§ What the task requires
Word for word, repeat all of the entries.

*** Begin section ***

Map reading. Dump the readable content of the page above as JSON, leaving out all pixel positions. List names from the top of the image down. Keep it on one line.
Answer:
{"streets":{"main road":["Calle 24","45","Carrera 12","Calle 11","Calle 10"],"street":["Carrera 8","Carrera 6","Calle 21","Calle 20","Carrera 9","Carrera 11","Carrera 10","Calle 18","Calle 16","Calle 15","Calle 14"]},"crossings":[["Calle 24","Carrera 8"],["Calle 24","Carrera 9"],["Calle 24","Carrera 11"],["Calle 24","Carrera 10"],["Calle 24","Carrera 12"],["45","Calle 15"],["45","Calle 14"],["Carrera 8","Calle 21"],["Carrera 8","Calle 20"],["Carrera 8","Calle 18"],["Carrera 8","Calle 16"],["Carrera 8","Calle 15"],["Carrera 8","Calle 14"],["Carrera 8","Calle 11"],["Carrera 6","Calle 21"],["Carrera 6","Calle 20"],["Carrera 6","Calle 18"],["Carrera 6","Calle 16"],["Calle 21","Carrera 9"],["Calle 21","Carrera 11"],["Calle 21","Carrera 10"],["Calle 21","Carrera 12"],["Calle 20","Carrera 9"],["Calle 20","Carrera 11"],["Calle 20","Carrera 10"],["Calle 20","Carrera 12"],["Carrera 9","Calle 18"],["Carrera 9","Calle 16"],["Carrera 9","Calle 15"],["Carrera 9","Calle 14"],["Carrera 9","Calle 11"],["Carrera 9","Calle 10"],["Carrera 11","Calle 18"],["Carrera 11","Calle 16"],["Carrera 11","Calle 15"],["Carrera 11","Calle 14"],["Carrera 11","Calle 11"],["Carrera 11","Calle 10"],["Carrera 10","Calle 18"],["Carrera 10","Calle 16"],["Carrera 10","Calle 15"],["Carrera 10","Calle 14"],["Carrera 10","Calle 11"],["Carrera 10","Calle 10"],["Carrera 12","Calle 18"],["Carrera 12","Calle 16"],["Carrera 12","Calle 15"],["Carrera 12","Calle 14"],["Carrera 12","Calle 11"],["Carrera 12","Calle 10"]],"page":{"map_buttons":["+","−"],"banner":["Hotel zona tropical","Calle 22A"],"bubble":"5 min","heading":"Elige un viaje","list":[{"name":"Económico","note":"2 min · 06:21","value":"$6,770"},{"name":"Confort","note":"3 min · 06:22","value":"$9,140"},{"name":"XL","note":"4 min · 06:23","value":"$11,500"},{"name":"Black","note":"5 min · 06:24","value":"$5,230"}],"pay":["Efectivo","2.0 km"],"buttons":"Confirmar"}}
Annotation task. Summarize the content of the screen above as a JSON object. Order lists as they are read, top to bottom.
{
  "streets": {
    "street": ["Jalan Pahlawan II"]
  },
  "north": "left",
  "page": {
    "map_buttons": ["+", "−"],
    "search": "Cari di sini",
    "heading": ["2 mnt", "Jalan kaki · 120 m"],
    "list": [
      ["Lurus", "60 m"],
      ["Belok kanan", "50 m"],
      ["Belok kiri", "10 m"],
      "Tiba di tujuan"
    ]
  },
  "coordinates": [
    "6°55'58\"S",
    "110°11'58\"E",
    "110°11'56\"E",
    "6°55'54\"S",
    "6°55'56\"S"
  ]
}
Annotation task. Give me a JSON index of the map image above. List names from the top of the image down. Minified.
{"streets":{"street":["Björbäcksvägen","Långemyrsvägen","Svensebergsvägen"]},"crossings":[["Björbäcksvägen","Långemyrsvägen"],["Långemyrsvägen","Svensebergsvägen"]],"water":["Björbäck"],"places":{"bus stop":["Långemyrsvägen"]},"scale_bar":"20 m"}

*** End section ***

§ Solution to this exercise
Map reading. Dump the readable content of the page above as JSON, leaving out all pixel positions. List names from the top of the image down. Keep it on one line.
Answer:
{"streets":{"main road":["Calle 24","45","Carrera 12","Calle 11","Calle 10"],"street":["Carrera 8","Carrera 6","Calle 21","Calle 20","Carrera 9","Carrera 11","Carrera 10","Calle 18","Calle 16","Calle 15","Calle 14"]},"crossings":[["Calle 24","Carrera 8"],["Calle 24","Carrera 9"],["Calle 24","Carrera 11"],["Calle 24","Carrera 10"],["Calle 24","Carrera 12"],["45","Calle 15"],["45","Calle 14"],["Carrera 8","Calle 21"],["Carrera 8","Calle 20"],["Carrera 8","Calle 18"],["Carrera 8","Calle 16"],["Carrera 8","Calle 15"],["Carrera 8","Calle 14"],["Carrera 8","Calle 11"],["Carrera 6","Calle 21"],["Carrera 6","Calle 20"],["Carrera 6","Calle 18"],["Carrera 6","Calle 16"],["Calle 21","Carrera 9"],["Calle 21","Carrera 11"],["Calle 21","Carrera 10"],["Calle 21","Carrera 12"],["Calle 20","Carrera 9"],["Calle 20","Carrera 11"],["Calle 20","Carrera 10"],["Calle 20","Carrera 12"],["Carrera 9","Calle 18"],["Carrera 9","Calle 16"],["Carrera 9","Calle 15"],["Carrera 9","Calle 14"],["Carrera 9","Calle 11"],["Carrera 9","Calle 10"],["Carrera 11","Calle 18"],["Carrera 11","Calle 16"],["Carrera 11","Calle 15"],["Carrera 11","Calle 14"],["Carrera 11","Calle 11"],["Carrera 11","Calle 10"],["Carrera 10","Calle 18"],["Carrera 10","Calle 16"],["Carrera 10","Calle 15"],["Carrera 10","Calle 14"],["Carrera 10","Calle 11"],["Carrera 10","Calle 10"],["Carrera 12","Calle 18"],["Carrera 12","Calle 16"],["Carrera 12","Calle 15"],["Carrera 12","Calle 14"],["Carrera 12","Calle 11"],["Carrera 12","Calle 10"]],"page":{"map_buttons":["+","−"],"banner":["Hotel zona tropical","Calle 22A"],"bubble":"5 min","heading":"Elige un viaje","list":[{"name":"Económico","note":"2 min · 06:21","value":"$6,770"},{"name":"Confort","note":"3 min · 06:22","value":"$9,140"},{"name":"XL","note":"4 min · 06:23","value":"$11,500"},{"name":"Black","note":"5 min · 06:24","value":"$5,230"}],"pay":["Efectivo","2.0 km"],"buttons":"Confirmar"}}
Annotation task. Summarize the content of the screen above as a JSON object. Order lists as they are read, top to bottom.
{
  "streets": {
    "street": ["Jalan Pahlawan II"]
  },
  "north": "left",
  "page": {
    "map_buttons": ["+", "−"],
    "search": "Cari di sini",
    "heading": ["2 mnt", "Jalan kaki · 120 m"],
    "list": [
      ["Lurus", "60 m"],
      ["Belok kanan", "50 m"],
      ["Belok kiri", "10 m"],
      "Tiba di tujuan"
    ]
  },
  "coordinates": [
    "6°55'58\"S",
    "110°11'58\"E",
    "110°11'56\"E",
    "6°55'54\"S",
    "6°55'56\"S"
  ]
}
Annotation task. Give me a JSON index of the map image above. List names from the top of the image down. Minified.
{"streets":{"street":["Björbäcksvägen","Långemyrsvägen","Svensebergsvägen"]},"crossings":[["Björbäcksvägen","Långemyrsvägen"],["Långemyrsvägen","Svensebergsvägen"]],"water":["Björbäck"],"places":{"bus stop":["Långemyrsvägen"]},"scale_bar":"20 m"}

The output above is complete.